After discussing how history is hardwired into the human body in my last blog post, I wanted to present an example of how body history can be used for a practical purpose.
As anyone who has watched crime dramas knows, DNA, the historian in our bodies that links us to our ancestors, can be used to link a criminal to a crime scene if the criminal happens to leave some of that DNA behind. While it may seem that DNA has been accepted by the courts as evidence for quite some time, the first case to use it as evidence occurred in 1986, only about 3 decades ago. As a new-ish form of scientific evidence, there have been challenges to its use in cases, which further the development of proper methodologies for its processing as evidence. A 2005 article from Forensic Magazine provides a nice history of the evolution of the use of DNA as crime-scene evidence.
That history will need updating with a recent case involving DNA, only it wasn’t the DNA of the killer that was used to catch him – it was the DNA of one of the killer’s relatives.
Because commercial DNA testing has become more popular, with people uploading their results to the websites of private DNA-testing companies in order to find other relatives, law enforcement were able to track down the Golden State Killer, who had eluded capture since his last-known crime.
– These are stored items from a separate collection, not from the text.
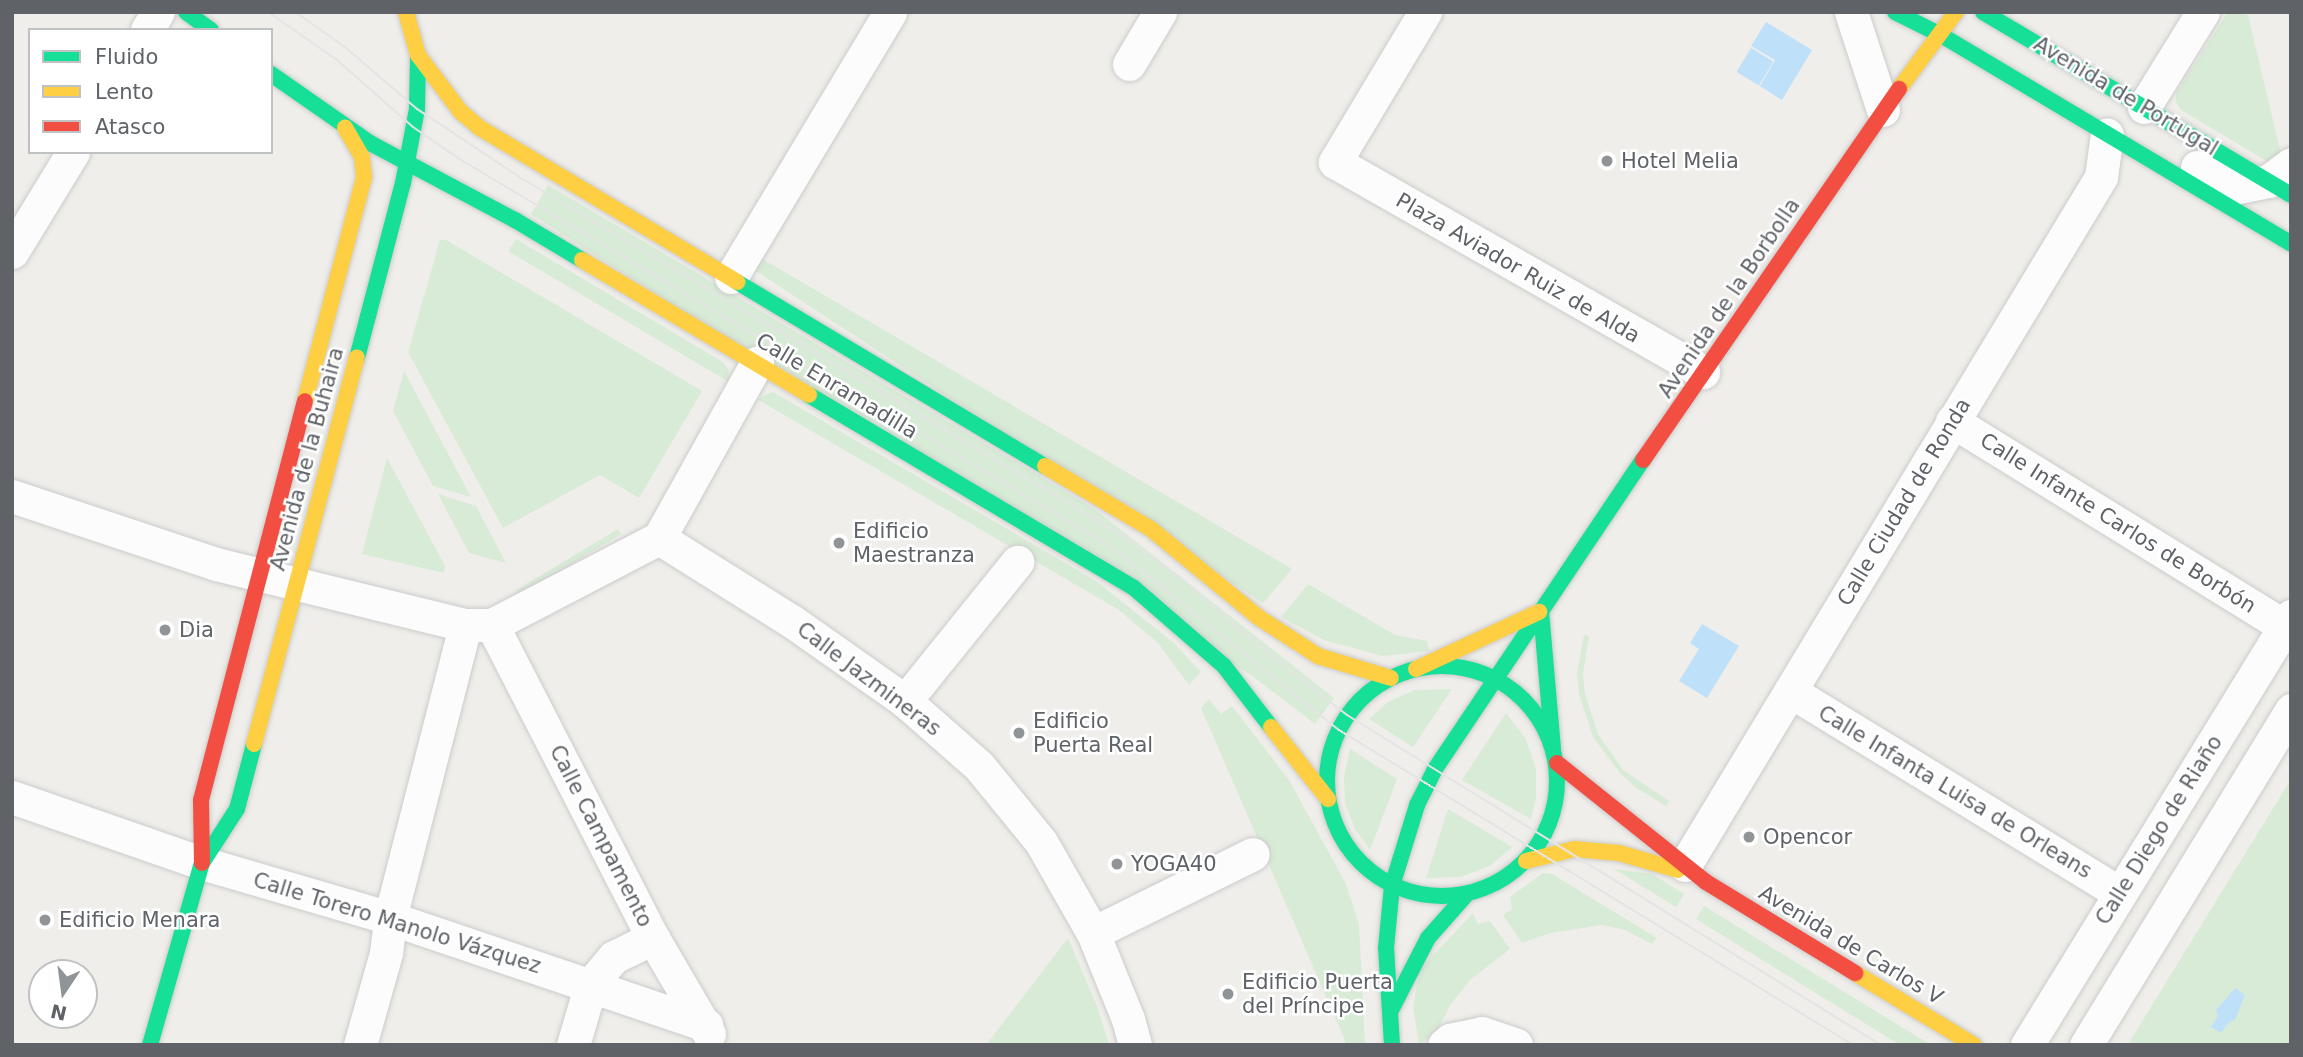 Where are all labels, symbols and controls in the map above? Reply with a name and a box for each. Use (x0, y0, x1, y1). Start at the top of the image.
legend (28, 28, 273, 154)
street label: Avenida de Portugal (2029, 31, 2223, 161)
text: Fluido (95, 45, 158, 69)
text: Lento (95, 80, 154, 104)
text: Atasco (95, 115, 165, 139)
place label: Hotel Melia (1621, 148, 1739, 174)
marker: Hotel Melia (1599, 153, 1615, 169)
street label: Plaza Aviador Ruiz de Alda (1392, 188, 1644, 348)
street label: Avenida de la Borbolla (1653, 193, 1805, 403)
street label: Calle Enramadilla (752, 328, 922, 444)
street label: Avenida de la Buhaira (265, 345, 349, 573)
street label: Calle Ciudad de Ronda (1832, 394, 1976, 610)
street label: Calle Infante Carlos de Borbón (1975, 427, 2261, 619)
place label: Edificio Maestranza (853, 518, 975, 568)
marker: Edificio Maestranza (831, 535, 847, 551)
place label: Dia (179, 617, 214, 643)
street label: Calle Jazmineras (792, 617, 946, 741)
marker: Dia (157, 622, 173, 638)
street label: Calle Infanta Luisa de Orleans (1814, 700, 2096, 884)
place label: Edificio Puerta Real (1033, 708, 1153, 758)
marker: Edificio Puerta Real (1011, 725, 1027, 741)
street label: Calle Diego de Riaño (2090, 730, 2228, 930)
street label: Calle Campamento (544, 741, 658, 931)
place label: Opencor (1763, 824, 1852, 850)
marker: Opencor (1741, 829, 1757, 845)
place label: YOGA40 (1131, 851, 1217, 877)
marker: YOGA40 (1109, 856, 1125, 872)
street label: Calle Torero Manolo Vázquez (250, 867, 544, 979)
street label: Avenida de Carlos V (1754, 880, 1948, 1010)
place label: Edificio Menara (59, 907, 220, 933)
marker: Edificio Menara (37, 912, 53, 928)
north arrow (28, 959, 98, 1029)
place label: Edificio Puerta del Príncipe (1242, 969, 1393, 1019)
marker: Edificio Puerta del Príncipe (1220, 986, 1236, 1002)
text: N (49, 1000, 69, 1025)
In a strange case of synchronicity, that crime took place in 1986, when DNA was first used as evidence in a court case.
Law enforcement had the Golden State Killer’s DNA, but it was not on file in any of the criminal DNA databases, so they couldn’t find a match. Using the killer’s DNA, they compared it to DNA that had been uploaded to GEDmatch, then searched through posted family trees to find a person who matched their profile of the killer.
This is a case where not only the body’s history was used to catch a suspect, so was genealogical history in the form of those family trees.
While some might argue that this is an excellent use of body history for the public good, the case raises serious ethical questions. In this particular incident, law enforcement didn’t need any special permission or a warrant to search the DNA of innocent people in order to catch a criminal.
All of us need to be aware that when we share our DNA with a private, for-profit business, there may not be any guarantees regarding our right to privacy or how our DNA (the ancestral history that lives inside us) will be used. Once our DNA gets into one of these databases, it is out of our control and will likely remain that way. Think about the implications of that on future generations.
As has happened with DNA used as evidence in the past, we are going to have to figure out sensible regulations that allow us to use it for the public good while mitigating the potential negative effects.
In another bizarre case of synchronicity, I chose as my featured image for this post … BEFORE I knew exactly what I was going to write … a view of our microwave clock showing 23 seconds on it. If you know your human biology, you’ll recognize that human cells normally contain 23 pairs of chromosomes, with chromosomes being DNA molecules.